Nick Harkaway, Angelmaker
I sometimes wonder whether the real transformative force in contemporary writing isn’t digitization but fandom, and more particularly the technologies that underpin it. For while digitization is transforming the publishing landscape, the internet is breeding not just a new breed of highly engaged readers deeply invested in their particular area of interest, but also a new hierarchy of taste, founded not in traditional literary verities but in ideas of delight and generic awareness.
Fandom’s rising power is visible in phenomena as seemingly unconnected as the hegemony of the superhero movie and the influence writers such as Neil Gaiman wield on Twitter. Yet it’s also visible in the rise of a new kind of fiction, one whose playfulness and generic promiscuity might once have seen it labelled post-modern, yet which more effectively elides the boundaries between high and low culture and art and entertainment than the writers of the 1980s could ever have dreamed of doing.
A list of writers operating in this new space might include names such as Lev Grossman and Lauren Beukes. But it’s possible no writer exemplifies its possibilities better than English author Nick Harkaway, whose first novel, the post-apocalyptic Kung Fu picaresque The Gone-Away World was probably the wittiest and most bizarre satire on the War on Terror and the problem of personal identity you’re ever likely to read.
Harkaway’s new novel, the doorstop-sized Angelmaker, is as difficult to summarize as it is to put down. A riotous, wildly inventive mish-mash of genres and seemingly contradictory ideas it manages the not inconsiderable trick of being both immensely entertaining and curiously heartfelt.
At its centre is Joe Spork, the wrong side of thirty, single and owner of a failing clockmaker’s business in an unidentified “quiet, dingy bit of London down by the river.” Outwardly at least Joe is an Everyman, but like most Everymen, he has a few issues all of his own.
The most significant of these is his father, Matthew, last of the great London gangsters and Prince of the nomadic collective of rogues and villains known as the Night Market, a man whose legend has long since overtaken the more problematic question of what sense his son should make of his father’s legacy.
Yet as Matthew discovers when he is asked to repair a clockwork device of almost impossible sophistication, the Spork family has other legacies as well, not the least of which is the creation of a 1950s doomsday machine capable of eradicating possibility from the universe, a device which, once triggered, puts Joe in the sights not just of the maniacal Asian despot who has sought it for half a century, but a terrifying collection of government agents, psychopathic killers and hooded monks, all of whom want the device for different reasons.
Much of the pleasure of Angelmaker lies in its sheer freewheeling excess. Rather like Neal Stephenson, Harkaway is a novelist whose fascination with ideas is coupled to a delightfully maximalist narrative sensibility, a combination that lends even his wilder flourishes (Clockwork bees! Identity transference! Secret thieves’ markets beneath London!) a giddy infectiousness.
Yet for all its hyperactivity Angelmaker is also a curiously gentle, even tender book, possessed of a generousness and sympathy for the awkward and the obsolete. Like Joe’s failing clockmaker’s business, it is a book not just about people but a world out of time, suffused with a loving fascination for the forgotten, the handmade and the traditional.
It’s also – although it seems somehow incorrect to mention it – difficult not to read it without one eye to the identity of Harkaway’s own father, David Cornwell, perhaps better known as John Le Carre. For while there is no question Harkaway is a prodigious talent in his own right, the surprisingly touching portrait of Joe’s struggle to come to terms with his father’s legacy cannot help but suggest at least an element of autobiography.

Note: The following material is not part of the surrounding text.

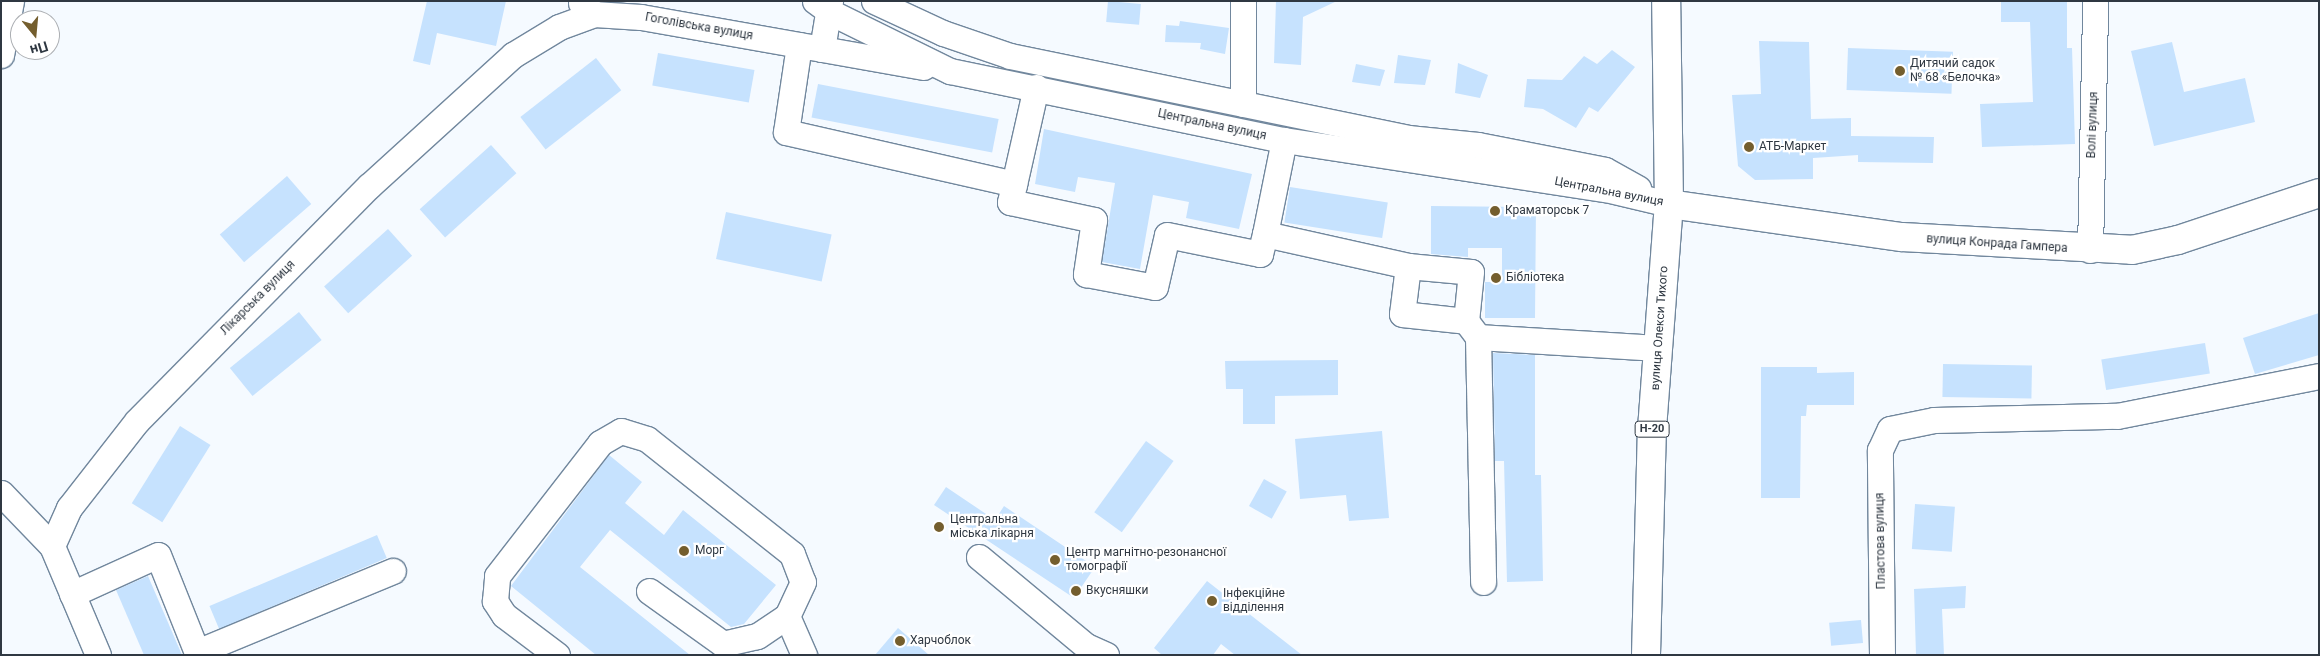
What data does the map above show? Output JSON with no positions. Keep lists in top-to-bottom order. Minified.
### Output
{"streets":{"main road":["вулиця Конрада Гампера","вулиця Олекси Тихого","Н-20"],"street":["Гоголівська вулиця","Центральна вулиця","Волі вулиця","Лікарська вулиця","Пластова вулиця"]},"crossings":[["Гоголівська вулиця","Центральна вулиця"],["Гоголівська вулиця","Лікарська вулиця"],["Центральна вулиця","вулиця Конрада Гампера"],["Центральна вулиця","вулиця Олекси Тихого"],["Волі вулиця","вулиця Конрада Гампера"],["вулиця Конрада Гампера","вулиця Олекси Тихого"]],"places":["Дитячий садок № 68 «Белочка»","АТБ-Маркет","Краматорськ 7","Бібліотека","Центральна міська лікарня","Морг","Центр магнітно-резонансної томографії","Вкусняшки","Інфекційне відділення","Харчоблок"],"north":"bottom"}
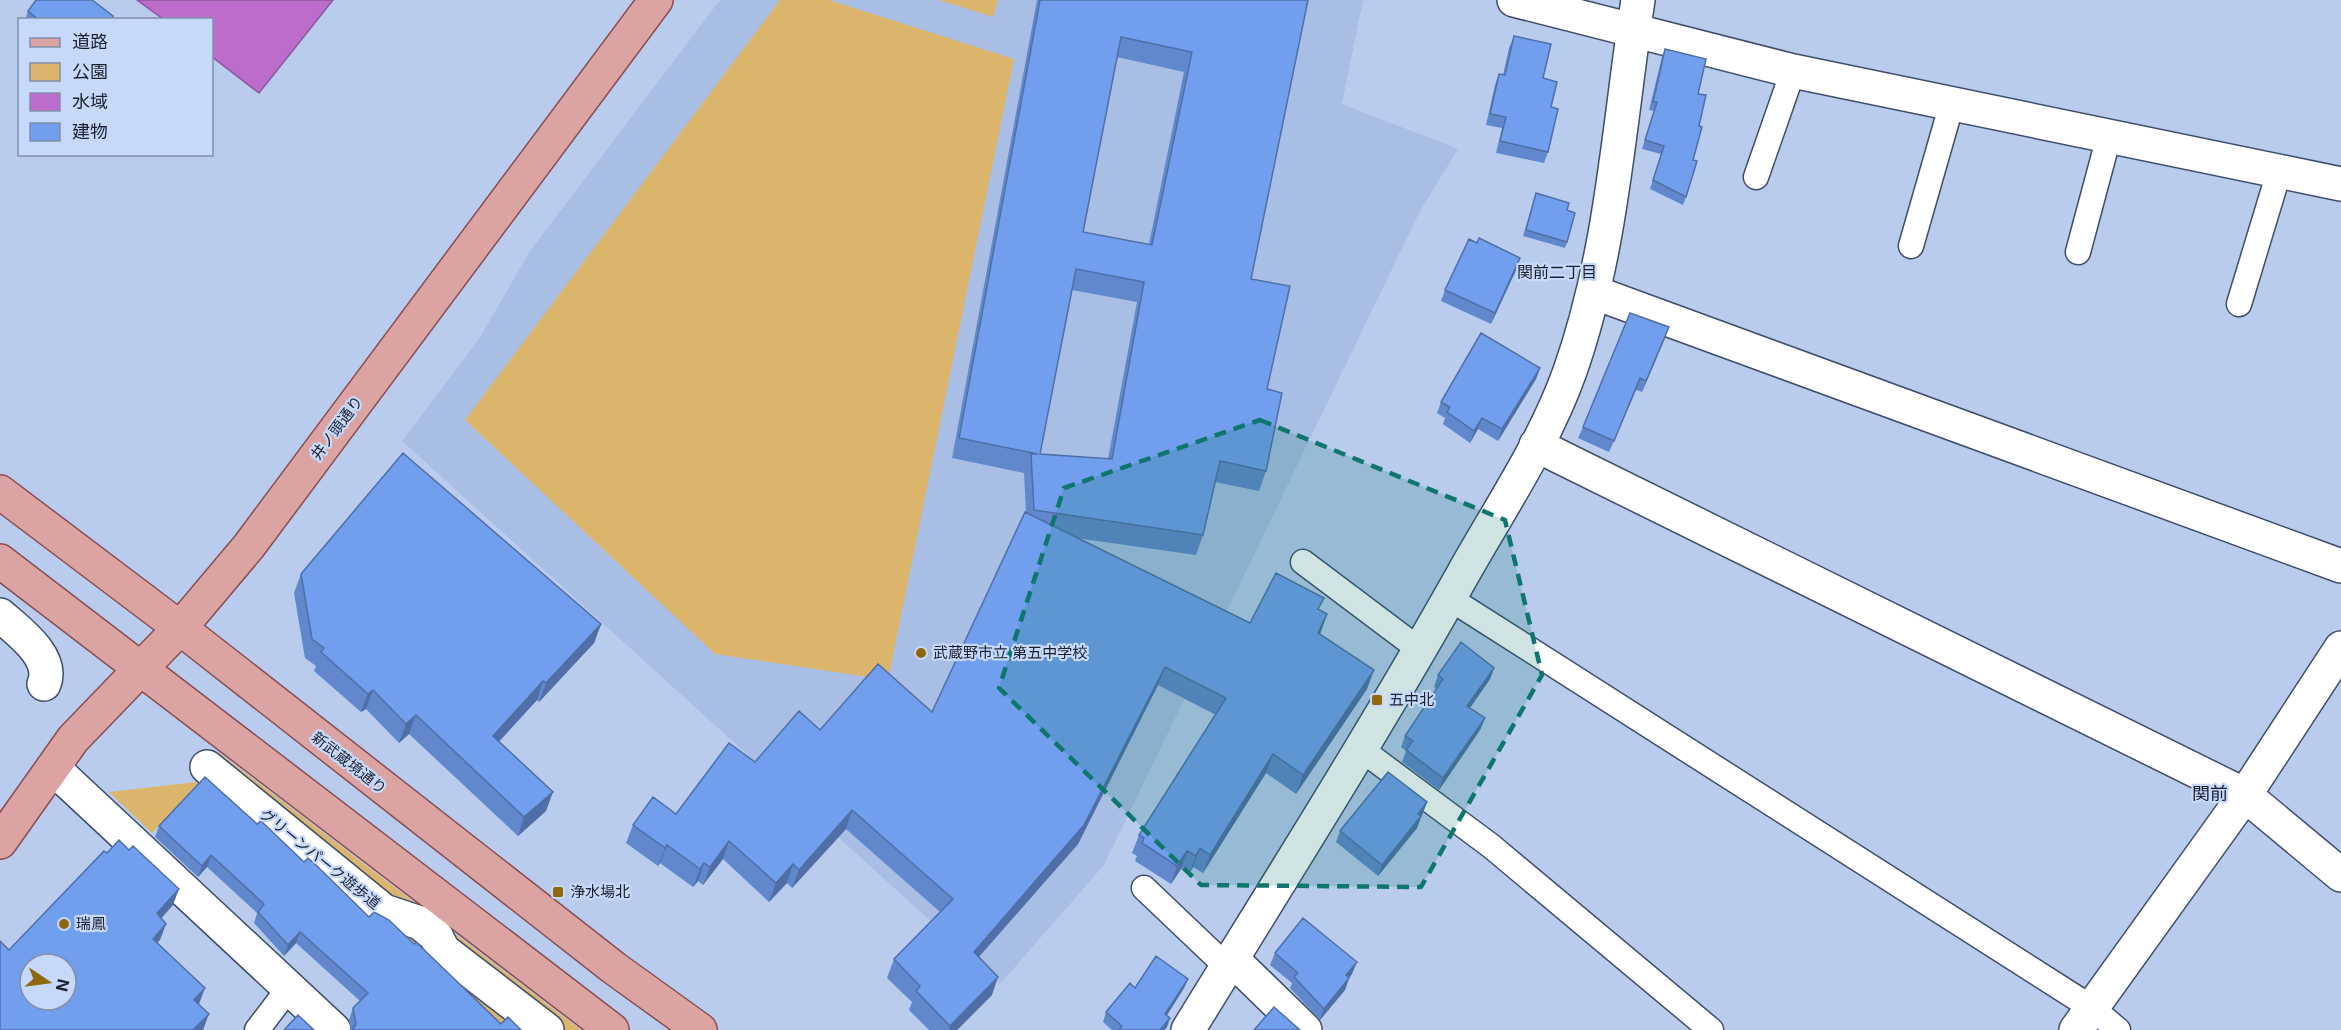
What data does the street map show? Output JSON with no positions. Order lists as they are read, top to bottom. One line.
{"streets":{"main road":["井ノ頭通り","新武蔵境通り"],"street":["グリーンパーク遊歩道"]},"crossings":[["井ノ頭通り","新武蔵境通り"]],"districts":["関前二丁目","関前"],"places":{"other":["武蔵野市立 第五中学校","瑞鳳"],"transit":["五中北","浄水場北"]},"legend":["道路","公園","水域","建物"],"north":"right"}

None of this is to say it’s perfect. Certainly there are moments when the novel threatens to veer off track, and where Harkaway’s effusiveness lapses into prolixity. Yet these are faults of ambition as much as anything, testament not just to the wild over-abundance of Harkaway’s imagination, but to his preparedness to take the sort of narrative risks that make a book like Angelmaker possible.